= WHAT IS REQUIRED =
Return each line of the records holding the string "scale".

= SOURCE INFORMATION =

+ + + +

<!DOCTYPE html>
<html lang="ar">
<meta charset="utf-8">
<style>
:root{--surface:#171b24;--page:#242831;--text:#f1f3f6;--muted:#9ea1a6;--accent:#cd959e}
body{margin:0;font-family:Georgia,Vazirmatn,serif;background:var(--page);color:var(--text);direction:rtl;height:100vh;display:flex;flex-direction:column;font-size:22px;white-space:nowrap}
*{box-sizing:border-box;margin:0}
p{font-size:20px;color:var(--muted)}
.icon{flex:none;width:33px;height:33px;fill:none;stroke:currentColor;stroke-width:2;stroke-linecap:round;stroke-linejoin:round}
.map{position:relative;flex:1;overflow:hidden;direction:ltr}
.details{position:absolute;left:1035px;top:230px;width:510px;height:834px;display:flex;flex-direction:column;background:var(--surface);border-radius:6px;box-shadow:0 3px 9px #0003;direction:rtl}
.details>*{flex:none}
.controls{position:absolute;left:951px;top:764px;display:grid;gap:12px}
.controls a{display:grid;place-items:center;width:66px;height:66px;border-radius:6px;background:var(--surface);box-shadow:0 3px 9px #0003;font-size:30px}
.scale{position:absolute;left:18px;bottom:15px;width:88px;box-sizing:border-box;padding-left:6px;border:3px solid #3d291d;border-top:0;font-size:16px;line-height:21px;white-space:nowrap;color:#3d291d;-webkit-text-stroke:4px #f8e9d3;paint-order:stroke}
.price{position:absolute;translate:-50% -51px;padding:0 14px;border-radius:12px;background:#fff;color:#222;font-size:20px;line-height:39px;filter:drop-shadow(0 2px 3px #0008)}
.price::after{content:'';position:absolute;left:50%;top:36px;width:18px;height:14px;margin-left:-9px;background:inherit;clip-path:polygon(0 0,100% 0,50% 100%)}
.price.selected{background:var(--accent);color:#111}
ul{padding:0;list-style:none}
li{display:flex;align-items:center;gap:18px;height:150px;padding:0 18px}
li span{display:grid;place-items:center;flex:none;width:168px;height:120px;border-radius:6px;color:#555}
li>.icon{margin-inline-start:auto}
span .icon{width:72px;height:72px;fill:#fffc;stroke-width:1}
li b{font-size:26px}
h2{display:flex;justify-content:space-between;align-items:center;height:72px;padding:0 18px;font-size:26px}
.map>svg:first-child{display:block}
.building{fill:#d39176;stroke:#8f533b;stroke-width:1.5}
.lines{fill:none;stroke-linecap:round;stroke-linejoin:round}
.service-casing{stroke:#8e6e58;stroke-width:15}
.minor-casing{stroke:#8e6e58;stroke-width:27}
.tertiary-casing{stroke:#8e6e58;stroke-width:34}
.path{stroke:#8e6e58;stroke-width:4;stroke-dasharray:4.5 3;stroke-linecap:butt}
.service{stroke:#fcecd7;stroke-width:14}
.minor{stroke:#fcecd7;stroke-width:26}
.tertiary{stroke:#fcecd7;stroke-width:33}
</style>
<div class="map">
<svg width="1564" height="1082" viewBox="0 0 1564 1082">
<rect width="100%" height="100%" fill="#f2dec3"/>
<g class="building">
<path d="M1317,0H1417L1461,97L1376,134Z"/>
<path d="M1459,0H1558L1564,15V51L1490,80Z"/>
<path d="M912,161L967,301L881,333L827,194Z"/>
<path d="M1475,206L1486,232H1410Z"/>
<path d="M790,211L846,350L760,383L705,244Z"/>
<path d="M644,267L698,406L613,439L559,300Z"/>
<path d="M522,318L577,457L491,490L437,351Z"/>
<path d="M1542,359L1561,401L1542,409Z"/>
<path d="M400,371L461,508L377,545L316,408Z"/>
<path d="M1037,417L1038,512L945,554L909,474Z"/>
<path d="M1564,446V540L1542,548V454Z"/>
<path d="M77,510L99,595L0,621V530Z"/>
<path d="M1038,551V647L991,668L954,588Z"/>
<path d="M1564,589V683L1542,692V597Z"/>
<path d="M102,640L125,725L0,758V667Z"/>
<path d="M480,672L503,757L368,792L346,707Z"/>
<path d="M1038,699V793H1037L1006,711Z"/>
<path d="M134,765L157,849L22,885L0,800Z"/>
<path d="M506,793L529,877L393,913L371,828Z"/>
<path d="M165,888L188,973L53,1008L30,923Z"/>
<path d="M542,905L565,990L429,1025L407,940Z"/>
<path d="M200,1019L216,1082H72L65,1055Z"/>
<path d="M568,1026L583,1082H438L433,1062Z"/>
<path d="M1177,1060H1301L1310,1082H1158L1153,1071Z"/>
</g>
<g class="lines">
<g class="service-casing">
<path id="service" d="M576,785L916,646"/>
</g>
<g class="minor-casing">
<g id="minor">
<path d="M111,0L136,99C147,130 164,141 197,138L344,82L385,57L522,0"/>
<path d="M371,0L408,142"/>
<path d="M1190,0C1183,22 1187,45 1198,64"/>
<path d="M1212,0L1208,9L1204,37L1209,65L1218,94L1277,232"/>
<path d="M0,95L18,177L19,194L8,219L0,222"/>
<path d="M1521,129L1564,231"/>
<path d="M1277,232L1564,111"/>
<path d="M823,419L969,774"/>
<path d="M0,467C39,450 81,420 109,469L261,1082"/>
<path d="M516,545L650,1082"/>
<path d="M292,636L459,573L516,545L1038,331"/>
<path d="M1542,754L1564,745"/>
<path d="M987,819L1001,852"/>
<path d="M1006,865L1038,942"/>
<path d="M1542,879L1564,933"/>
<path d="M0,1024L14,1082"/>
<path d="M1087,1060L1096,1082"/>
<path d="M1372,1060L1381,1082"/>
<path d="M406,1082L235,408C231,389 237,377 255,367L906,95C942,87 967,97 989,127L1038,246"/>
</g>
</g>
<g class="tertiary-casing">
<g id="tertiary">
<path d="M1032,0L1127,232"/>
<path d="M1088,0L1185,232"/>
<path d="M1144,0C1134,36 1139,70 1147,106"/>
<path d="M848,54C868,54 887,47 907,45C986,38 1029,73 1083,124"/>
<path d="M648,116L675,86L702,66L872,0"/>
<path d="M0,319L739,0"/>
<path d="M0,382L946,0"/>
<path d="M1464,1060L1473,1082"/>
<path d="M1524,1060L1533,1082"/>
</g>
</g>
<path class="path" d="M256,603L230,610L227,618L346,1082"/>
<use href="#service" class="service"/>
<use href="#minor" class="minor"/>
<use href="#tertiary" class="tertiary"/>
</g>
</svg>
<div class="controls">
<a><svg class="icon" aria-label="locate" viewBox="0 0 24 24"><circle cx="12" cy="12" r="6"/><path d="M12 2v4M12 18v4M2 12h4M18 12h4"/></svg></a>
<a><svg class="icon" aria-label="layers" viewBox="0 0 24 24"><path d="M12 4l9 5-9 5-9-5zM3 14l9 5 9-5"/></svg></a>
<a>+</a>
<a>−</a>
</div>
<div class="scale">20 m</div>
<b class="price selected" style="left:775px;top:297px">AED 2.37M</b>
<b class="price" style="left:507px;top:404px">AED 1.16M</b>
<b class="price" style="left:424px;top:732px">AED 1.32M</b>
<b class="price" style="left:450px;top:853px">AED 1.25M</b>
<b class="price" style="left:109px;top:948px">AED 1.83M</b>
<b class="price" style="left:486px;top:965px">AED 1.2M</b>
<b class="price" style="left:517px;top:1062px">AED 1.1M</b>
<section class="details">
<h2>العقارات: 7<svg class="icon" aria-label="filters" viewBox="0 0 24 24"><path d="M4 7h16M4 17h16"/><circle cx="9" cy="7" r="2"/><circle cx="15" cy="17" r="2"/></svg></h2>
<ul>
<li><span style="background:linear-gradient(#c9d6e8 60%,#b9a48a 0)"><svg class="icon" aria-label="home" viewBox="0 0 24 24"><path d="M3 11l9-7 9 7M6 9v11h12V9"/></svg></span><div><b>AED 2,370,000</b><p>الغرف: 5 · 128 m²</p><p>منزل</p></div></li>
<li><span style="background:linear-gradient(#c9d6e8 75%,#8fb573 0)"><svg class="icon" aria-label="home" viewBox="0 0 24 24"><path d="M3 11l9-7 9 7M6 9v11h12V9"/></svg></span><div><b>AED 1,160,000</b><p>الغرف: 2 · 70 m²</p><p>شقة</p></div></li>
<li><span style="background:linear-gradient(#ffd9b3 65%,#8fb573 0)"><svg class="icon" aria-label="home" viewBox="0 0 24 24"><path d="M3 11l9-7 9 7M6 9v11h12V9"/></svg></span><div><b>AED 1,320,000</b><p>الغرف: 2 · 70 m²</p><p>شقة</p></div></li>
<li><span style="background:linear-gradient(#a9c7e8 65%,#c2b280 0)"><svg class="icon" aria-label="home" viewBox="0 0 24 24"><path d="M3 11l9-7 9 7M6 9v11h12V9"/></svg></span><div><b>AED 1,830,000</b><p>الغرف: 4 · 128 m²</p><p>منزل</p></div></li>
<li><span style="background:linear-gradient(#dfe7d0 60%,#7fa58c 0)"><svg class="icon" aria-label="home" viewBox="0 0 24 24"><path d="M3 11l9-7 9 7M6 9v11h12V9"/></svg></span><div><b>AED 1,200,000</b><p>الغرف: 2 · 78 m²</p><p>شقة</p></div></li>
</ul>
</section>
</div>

+ + + +

= ANSWER SECTION =
.scale{position:absolute;left:18px;bottom:15px;width:88px;box-sizing:border-box;padding-left:6px;border:3px solid #3d291d;border-top:0;font-size:16px;line-height:21px;white-space:nowrap;color:#3d291d;-webkit-text-stroke:4px #f8e9d3;paint-order:stroke}
<div class="scale">20 m</div>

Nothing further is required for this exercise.